Plenty of foods have an equal or higher glycemic index than sugar including most breads and many fruits, so many other food habits could probably keep your blood sugar high, even if you weren’t a sugar hound.
Last, but not least, sugar consumption has declined from about 53kg/person/yr in 1970 to about 40kg/person/yr these days in Australia … now, which direction is the diabetes rate moving?
Glen Fergus writes: Re. “What’s big, slick and floating towards the WA coast …” (Wednesday, item 10). The slick was visible again (just) in marginal sun glint below NASA’s Terra satellite yesterday (here at top right, cropped and enhanced below).
It appears to have spread alarmingly in four days, and now covers — pretty completely — an area up to 150km long and 100km wide, for perhaps 10,000km squared total.
Yes, that is right, ten thousand square kilometres. A few drums of detergent, anyone?
Kevin McCready writes: I respect Guy Rundle’s journalism. His Down to the Crossroads was a tour de force of a dysfunctional American society, but his analysis of my position is inaccurate. I said he veers “towards” the loony anti-psychiatry fringe, not “onto”. The difference is vital because I suspect we share common ground on the intellectual garbage that constitutes some forms of psychiatry.
Where I disagree is when Guy says “psychiatry is about power, that of one subject, the doctor, to turn another subject, the patient, into an object by the application of a jargon.” Even for a therapeutic outcome this is an inadequate portrait, though perhaps accurate for the old forms.

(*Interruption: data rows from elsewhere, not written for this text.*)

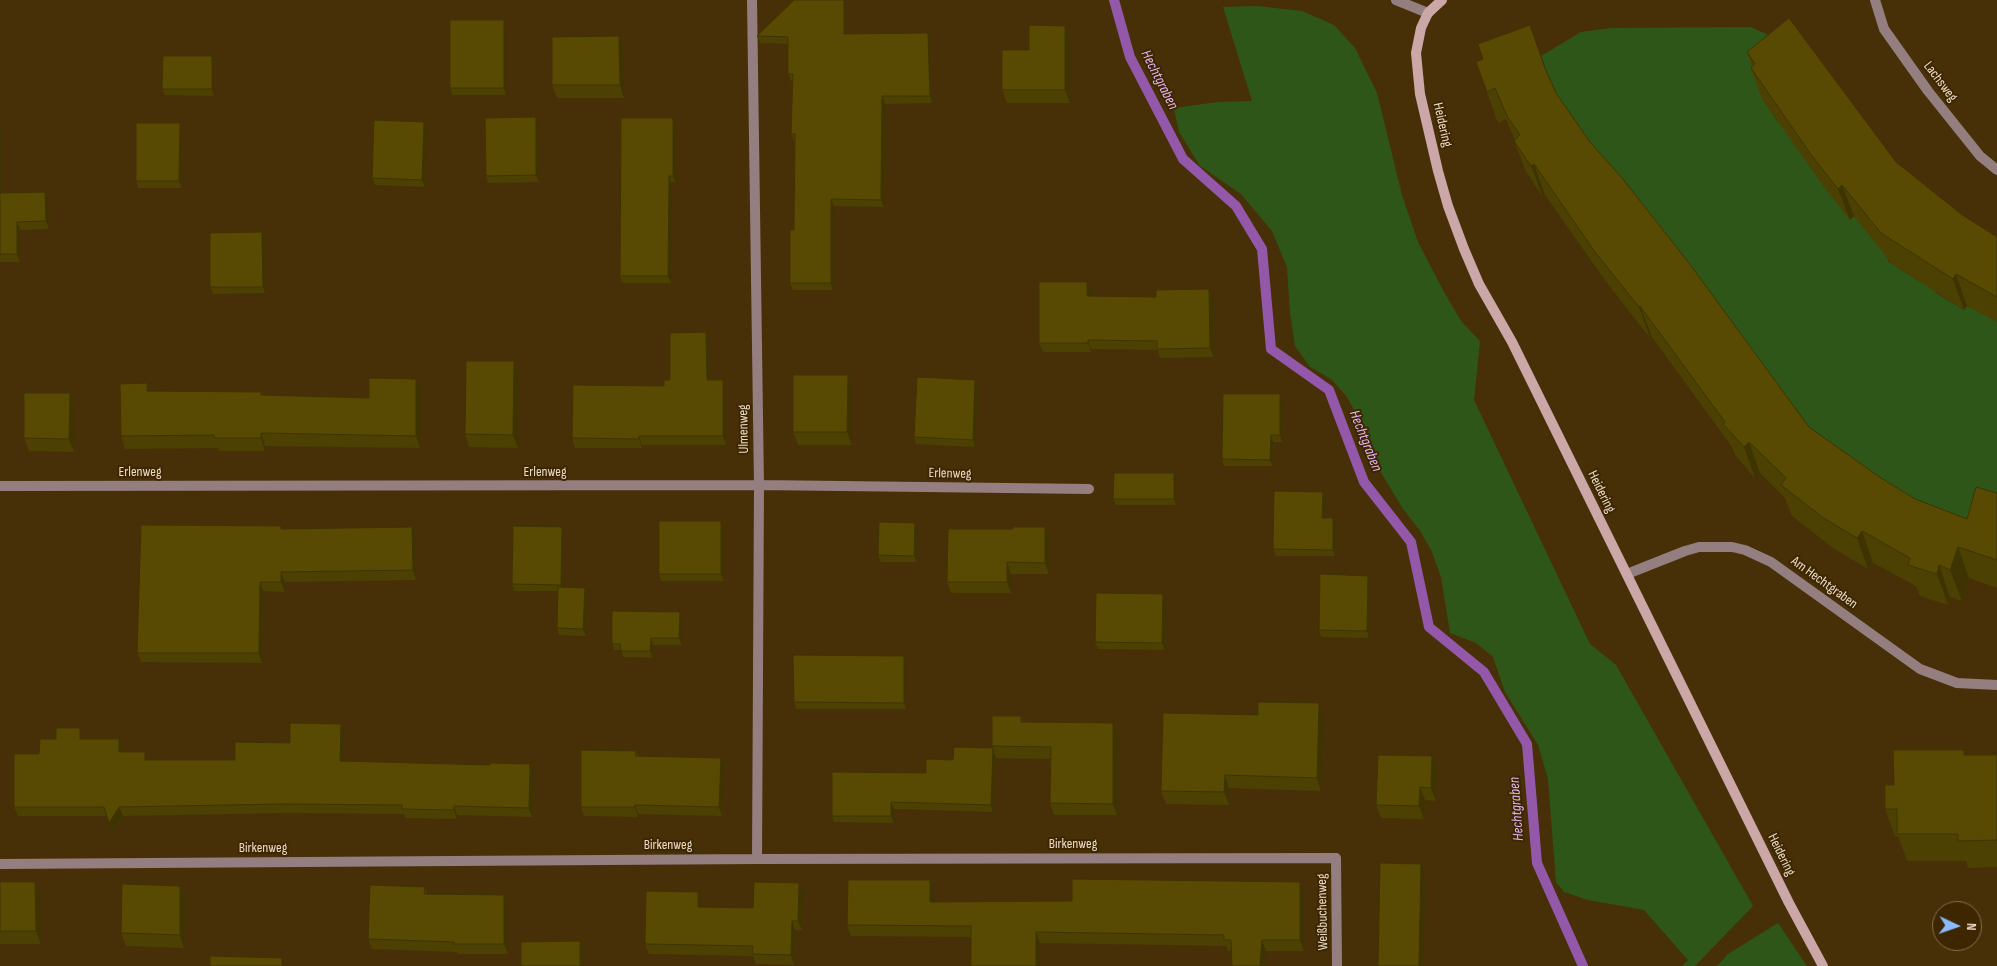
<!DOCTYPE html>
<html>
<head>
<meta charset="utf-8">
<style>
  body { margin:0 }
  #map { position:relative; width:1997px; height:966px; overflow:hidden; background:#473008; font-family:"Sofia Sans Condensed",sans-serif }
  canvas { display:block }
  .north { position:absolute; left:1932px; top:901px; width:50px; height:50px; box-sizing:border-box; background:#3d2600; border:1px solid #826e50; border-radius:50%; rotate:93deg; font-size:14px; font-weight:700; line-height:20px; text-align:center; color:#eadbc7 }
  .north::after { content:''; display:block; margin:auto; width:18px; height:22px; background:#89bafc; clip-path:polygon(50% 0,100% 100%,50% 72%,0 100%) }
</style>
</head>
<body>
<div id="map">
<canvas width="1997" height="966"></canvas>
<div class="north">N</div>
</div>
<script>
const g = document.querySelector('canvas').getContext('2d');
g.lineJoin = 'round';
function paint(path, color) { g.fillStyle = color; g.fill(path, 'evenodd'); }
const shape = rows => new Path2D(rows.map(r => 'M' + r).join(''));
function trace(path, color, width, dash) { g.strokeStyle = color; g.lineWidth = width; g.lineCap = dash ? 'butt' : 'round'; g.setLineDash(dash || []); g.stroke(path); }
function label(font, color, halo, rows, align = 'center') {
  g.font = font + ' "Sofia Sans Condensed",sans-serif'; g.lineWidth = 4; g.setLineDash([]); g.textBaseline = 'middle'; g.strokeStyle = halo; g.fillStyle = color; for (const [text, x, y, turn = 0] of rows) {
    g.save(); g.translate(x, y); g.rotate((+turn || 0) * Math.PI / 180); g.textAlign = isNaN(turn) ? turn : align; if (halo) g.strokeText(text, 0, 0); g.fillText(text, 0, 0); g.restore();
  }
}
const green = shape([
  [1257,6,1302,11,1334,25,1355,48,1377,93,1402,195,1418,242,1444,292,1461,321,1480,341,1474,400,1590,644,1616,665,1753,906,1695,966,1682,966,1688,960,1644,910,1588,900,1564,892,1556,882,1548,779,1538,745,1505,692,1493,657,1476,643,1450,633,1441,577,1432,552,1421,532,1403,509,1380,471,1360,421,1347,397,1331,379,1310,367,1295,346,1290,313,1287,267,1272,231,1241,194,1200,166,1179,132,1174,108,1218,102,1252,101,1223,7],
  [1751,27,1800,50,1763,99,1777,121,1782,119,1854,216,1892,255,1888,261,1917,280,1939,286,1936,293,1964,310,1967,305,1997,321,1997,521,1978,550,1820,458,1556,99,1541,56,1581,32,1611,28],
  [1778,923,1807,966,1717,966,1728,954]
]);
const stream = shape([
  [1114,0,1130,57,1183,159,1236,206,1262,249,1271,349,1329,390,1364,482,1411,542,1429,627,1484,672,1527,744,1537,863,1583,966]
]);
const street = shape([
  [752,0,759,485,757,859],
  [1396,0,1428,13],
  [1875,0,1884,29,1928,91,1980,156,1997,170],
  [0,486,759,485,1089,489],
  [1627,574,1685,551,1699,547,1732,547,1745,550,1771,562,1920,669,1957,683,1997,685],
  [0,864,757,859,1336,858,1337,966]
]);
const secondary = shape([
  [1442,0,1428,13,1421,28,1416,53,1420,94,1438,171,1448,206,1464,249,1479,284,1512,342,1789,903,1823,966]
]);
const wall = shape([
  [846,5,846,34,930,40,932,103,885,104,884,207,834,206,833,290,793,290,790,283,794,230,795,141,794,141,791,134,792,81,791,81,788,74,788,44,760,43,757,36],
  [504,20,506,27,506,95,452,95,450,88],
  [1065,26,1070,39,1070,103,1007,103,1002,90,1029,50],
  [624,49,624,98,557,98,552,85],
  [1747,52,1896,162,1961,214,1997,237,1997,322,1967,306,1964,310,1892,264,1854,216,1850,220,1824,187,1762,99,1751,68,1752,67],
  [212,56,214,62,214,96,165,95,162,89],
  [1483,59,1548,74,1556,93,1590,142,1809,427,1881,478,1915,499,1967,519,1997,493,1997,588,1969,578,1962,601,1950,597,1948,605,1920,596,1916,586,1873,563,1868,569,1833,548,1792,516,1785,498,1760,473,1755,478,1735,455,1732,447,1652,337,1650,338,1607,283,1545,195,1543,197,1526,172,1514,141,1515,140,1506,119,1498,123,1476,62],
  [424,122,427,128,425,187,375,185,372,178],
  [180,123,182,130,182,188,138,188,136,181],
  [538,124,539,182,488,183,486,176],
  [675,124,676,182,671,182,671,283,622,283,620,276],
  [0,128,1,131,2,193,48,200,49,229,20,230,20,262,0,262],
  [262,232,265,239,265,293,213,294,210,287],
  [1209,289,1213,299,1214,357,1160,358,1158,350,1091,349,1091,352,1043,352,1039,343,1091,291,1091,296,1156,297],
  [709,342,710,380,726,389,726,445,642,445,642,448,575,448,572,438,664,386],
  [519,374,518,448,469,447,465,434],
  [848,375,852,387,852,445,798,445,793,432],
  [416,379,421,392,420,448,265,446,265,451,219,451,218,448,125,449,121,436,150,391,369,398],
  [975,380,978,387,975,447,916,444,914,437],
  [70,393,74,406,74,452,29,451,24,438],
  [1283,401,1282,442,1273,442,1273,466,1224,466,1222,459],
  [1176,480,1176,505,1116,505,1113,499],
  [1323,492,1325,498,1325,518,1335,525,1335,556,1276,556,1273,549],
  [562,527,564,534,563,587,585,588,587,594,586,636,559,635,557,628,558,591,514,591,512,584],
  [1045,527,1049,539,1049,574,1011,574,1011,593,951,593,947,582,1013,529],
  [724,528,724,581,661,581,659,574],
  [283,529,415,537,416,580,285,582,285,592,263,591,262,663,141,662,137,653],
  [918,529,917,562,881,562,878,555],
  [1370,582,1369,638,1321,637,1319,630],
  [1163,594,1166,601,1165,650,1098,649,1095,642],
  [682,619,682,645,653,645,653,658,623,657,621,650,614,650,612,644],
  [904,656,906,662,906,709,796,709,794,702],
  [1319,703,1324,716,1321,791,1229,788,1229,805,1166,804,1161,791,1258,715],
  [1023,722,1113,723,1118,735,1117,815,1054,815,1050,803,1050,759,996,758,995,755,993,812,894,809,894,823,834,822,832,816,926,773,953,760,993,748,992,746],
  [344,733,343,761,534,773,532,817,457,815,457,819,405,818,404,814,286,813,123,816,113,832,107,816,18,816,14,807,39,754,56,739,83,737,83,739,119,739,123,748,123,752,148,760,235,760,290,743],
  [636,751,638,756,724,767,722,816,638,814,638,817,584,816,581,807],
  [1965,755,1997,755,1997,867,1968,868,1966,861,1907,861,1898,836,1895,836,1885,809,1894,785],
  [1432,756,1437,769,1436,801,1425,800,1424,819,1381,818,1376,805],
  [0,882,35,882,40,895,41,944,0,944],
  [425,887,427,894,504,895,508,905,508,954,458,954,457,952,372,949,368,939],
  [934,891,934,902,1072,901,1304,893,1304,951,1228,951,1226,946,1040,943,971,937,851,936,847,925],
  [698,892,701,901,701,907,753,908,803,893,802,930,795,930,794,965,756,964,753,956,649,954,645,944],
  [185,899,184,948,126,946,121,933]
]);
const shadedWall = shape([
  [844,0,846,5,846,41,844,34],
  [504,20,506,27,506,95,504,88],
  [1065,26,1070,39,1070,103,1065,90],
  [928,33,930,40,932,103,930,96],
  [619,36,624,49,624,98,620,85],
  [212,56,214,62,214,96,212,89],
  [882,96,885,104,884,207,881,200],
  [536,117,538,124,539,182,536,175],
  [673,118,675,124,676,182,673,176],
  [424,122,427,128,425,187,422,180],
  [180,123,182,130,182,188,179,181],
  [0,128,1,131,2,201,0,196],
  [1534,164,1545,195,1543,197,1531,166],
  [669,176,671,182,671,283,668,276],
  [1842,185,1854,216,1850,220,1838,189],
  [45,192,48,200,49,229,46,221],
  [831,199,834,206,833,290,831,283],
  [17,222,20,230,20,262,17,254],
  [262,232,265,239,265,293,263,287],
  [1956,274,1967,306,1964,310,1953,279],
  [1087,282,1091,291,1091,306,1087,296],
  [1209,289,1213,299,1214,357,1210,348],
  [1640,306,1652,337,1650,338,1639,307],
  [706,332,709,342,710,389,707,380],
  [1088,340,1091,349,1091,352,1088,343],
  [514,361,519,374,518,448,513,435],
  [848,375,852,387,852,445,847,432],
  [416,379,421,392,420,448,416,436],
  [723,380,726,389,726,445,723,436],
  [975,380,978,387,975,447,973,440],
  [70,393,74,406,74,452,69,439],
  [1280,394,1283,401,1282,442,1280,435],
  [261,433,265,446,265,451,261,438],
  [1271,435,1273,442,1273,466,1270,460],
  [639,436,642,445,642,448,639,439],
  [1749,442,1760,473,1755,478,1744,447],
  [1174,473,1176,480,1176,505,1174,499],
  [1323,492,1325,498,1325,525,1322,518],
  [1333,518,1335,525,1335,556,1333,550],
  [721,521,724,528,724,581,721,574],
  [915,523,918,529,917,562,914,556],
  [412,527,415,537,416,580,413,570],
  [562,527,564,534,563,592,561,585],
  [1045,527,1049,539,1049,574,1045,563],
  [1862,531,1873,563,1868,569,1857,538],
  [1958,547,1969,578,1962,601,1950,570],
  [1007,562,1011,574,1011,593,1007,582],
  [1939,565,1950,597,1948,605,1937,574],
  [281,572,285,582,285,592,281,582],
  [1368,576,1370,582,1369,638,1367,631],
  [260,582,263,591,262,663,259,653],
  [585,588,587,594,586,636,583,629],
  [1163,594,1166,601,1165,650,1162,643],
  [680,612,682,619,682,645,679,638],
  [651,638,653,645,653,658,650,651],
  [904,656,906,662,906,709,904,703],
  [1319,703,1324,716,1321,791,1317,778],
  [1113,723,1118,735,1117,815,1113,804],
  [341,724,344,733,343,770,340,761],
  [80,728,83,737,83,748,80,739],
  [119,739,123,748,122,761,119,752],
  [993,749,995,755,993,812,991,805],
  [145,752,148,761,145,760],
  [1432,756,1437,769,1436,801,1431,788],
  [721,758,724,767,722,816,719,807],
  [530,764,534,773,532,817,529,808],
  [1225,775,1229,788,1229,805,1224,792],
  [1420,787,1425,800,1424,819,1419,806],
  [891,802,894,809,894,823,891,816],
  [635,805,638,814,638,817,635,807],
  [454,806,457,815,457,819,454,810],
  [119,807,123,816,113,832,109,823],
  [1421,864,1425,877,1424,966,1419,966],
  [930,880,934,891,934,913,930,902],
  [35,882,40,895,41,944,36,931],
  [1300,882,1304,893,1304,951,1300,940],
  [799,883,803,893,802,930,798,921],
  [180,886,185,899,184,948,180,935],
  [698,892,701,901,701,916,698,907],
  [504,895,508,905,508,954,504,944],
  [792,921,795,930,794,965,791,955],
  [1036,932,1040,943,1040,966,1036,966],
  [1262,940,1266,951,1265,966,1260,966],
  [580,941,583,948,583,966,580,966],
  [282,958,285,964,285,966,282,966]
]);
const building = shape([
  [794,0,844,0,844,34,928,33,930,96,882,96,881,200,831,199,831,283,790,283,790,230,794,230,795,134,791,134,793,74,788,74,788,37,757,36,794,0],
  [1789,18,1896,162,1961,214,1997,237,1997,297,1956,274,1953,279,1881,233,1842,185,1838,189,1812,156,1751,68,1755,64,1747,52,1789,18],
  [450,20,504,20,504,88,450,88,450,20],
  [1029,25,1065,26,1065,90,1002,90,1002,50,1029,50,1029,25],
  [1530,25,1545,68,1556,93,1590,142,1622,178,1689,263,1809,427,1881,478,1915,499,1967,519,1976,487,1997,493,1997,560,1958,547,1950,570,1939,565,1937,574,1908,565,1910,558,1862,531,1857,538,1822,517,1781,485,1786,478,1749,442,1744,447,1723,424,1725,422,1640,306,1639,307,1595,252,1534,164,1531,166,1514,141,1520,135,1507,116,1495,88,1487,92,1476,62,1483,59,1478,44,1530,25],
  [619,36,620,85,552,85,552,37,619,36],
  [163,56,212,56,212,89,162,89,163,56],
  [536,117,536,175,486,176,485,118,536,117],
  [621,118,673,118,673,176,669,176,668,276,620,276,621,118],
  [374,120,424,122,422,180,372,178,374,120],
  [136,123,180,123,179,181,136,181,136,123],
  [45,192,46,221,17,222,17,254,0,254,0,193,45,192],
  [262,232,263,287,210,287,210,233,262,232],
  [1039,282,1087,282,1087,296,1156,297,1156,290,1209,289,1210,348,1157,349,1157,341,1088,340,1088,343,1039,343,1039,282],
  [706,332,707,380,723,380,723,436,639,436,639,439,572,438,573,385,664,386,664,380,670,380,670,333,706,332],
  [466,361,514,361,513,435,465,434,466,361],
  [793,375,848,375,847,432,793,432,793,375],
  [917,377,975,380,973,440,914,437,917,377],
  [369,378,416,379,416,436,261,433,261,438,214,438,214,435,121,436,120,384,147,383,147,391,261,392,261,395,369,398,369,378],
  [24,393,70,393,69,439,24,438,24,393],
  [1223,394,1280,394,1280,435,1271,435,1270,460,1222,459,1223,394],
  [1114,473,1174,473,1174,499,1113,499,1114,473],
  [1274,491,1323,492,1322,518,1333,518,1333,550,1273,549,1274,491],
  [659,521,721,521,721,574,659,574,659,521],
  [879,522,915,523,914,556,878,555,879,522],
  [141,525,281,526,281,529,412,527,413,570,281,572,281,582,260,582,259,653,137,653,141,525],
  [513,526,562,527,561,585,512,584,513,526],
  [1013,527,1045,527,1045,563,1007,562,1007,582,947,582,948,529,1013,529,1013,527],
  [1320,574,1368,576,1367,631,1319,630,1320,574],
  [558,587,585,588,583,629,557,628,558,587],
  [1096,593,1163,594,1162,643,1095,642,1096,593],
  [612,611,680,612,679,638,651,638,650,651,621,651,620,644,612,644,612,611],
  [793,655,904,656,904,703,794,702,793,655],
  [1258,702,1319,703,1317,778,1225,775,1224,792,1161,791,1163,713,1258,715,1258,702],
  [992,716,1021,716,1021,722,1113,723,1113,804,1050,803,1051,747,992,746,992,716],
  [290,723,341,724,340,761,490,765,490,763,530,764,529,808,454,806,454,810,402,809,402,805,283,804,119,807,109,823,104,807,14,807,14,754,39,754,40,739,56,739,56,728,80,728,80,739,119,739,119,752,145,752,145,760,235,760,235,742,290,743,290,723],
  [954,747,993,748,991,805,891,802,891,816,832,816,832,772,926,773,926,759,953,760,954,747],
  [581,750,636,751,635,756,721,758,719,807,635,805,635,807,581,807,581,750],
  [1893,750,1964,750,1964,755,1997,755,1997,840,1958,841,1958,834,1897,834,1897,809,1885,809,1885,785,1894,785,1893,750],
  [1378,755,1432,756,1431,788,1420,787,1419,806,1376,805,1378,755],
  [1380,863,1421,864,1419,966,1378,966,1380,863],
  [1072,879,1300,882,1300,940,1262,940,1260,966,1232,966,1231,940,1224,940,1224,935,1036,932,1036,966,971,966,971,926,847,925,848,880,930,880,930,902,1072,901,1072,879],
  [0,882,35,882,36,931,0,931,0,882],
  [754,882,799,883,798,921,792,921,791,955,752,954,753,946,645,944,646,891,698,892,698,907,753,908,754,882],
  [122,884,180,886,180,935,121,933,122,884],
  [370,885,425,887,424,894,504,895,504,944,454,944,454,942,368,939,370,885],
  [580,941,580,966,521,966,521,942,580,941],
  [210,956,282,958,282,966,210,966,210,956]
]);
const streetNames = [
  ["Lachsweg",1940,82,53],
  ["Heidering",1442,125,77],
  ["Ulmenweg",744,429,-91],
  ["Erlenweg",140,472],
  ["Erlenweg",545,472],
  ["Erlenweg",950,474,1],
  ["Heidering",1601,492,64],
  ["Am Hechtgraben",1824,583,36],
  ["Birkenweg",1073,844],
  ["Birkenweg",668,845],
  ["Birkenweg",263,848],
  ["Heidering",1781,855,64],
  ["Weißbuchenweg",1323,912,-91]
];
const waterNames = [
  ["Hechtgraben",1159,80,63],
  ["Hechtgraben",1365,441,68],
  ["Hechtgraben",1517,809,-94]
];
paint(green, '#2f5619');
trace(stream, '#9458ab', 10);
trace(street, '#957e7f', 10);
trace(secondary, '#cba7a8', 10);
paint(wall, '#4c4003');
paint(shadedWall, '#3e3402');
paint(building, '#584a03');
trace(building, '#3e3402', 1);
label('14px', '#eadbc7', '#3d2600', streetNames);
label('italic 15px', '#e4b6f7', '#3d2600', waterNames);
</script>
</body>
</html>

To believe nowadays that diagnosing personality disorders attacks human freedom runs against the evidence. Obsessive Compulsive Disorder for example is a severe, familial condition and the symptoms called Obsessive Compulsive Personality Disorder lead to more suicidal behaviour.
I hope Guy will join me in calling for more evidence based psychiatry — it may be in its infancy but let’s not throw it out with the bathwater.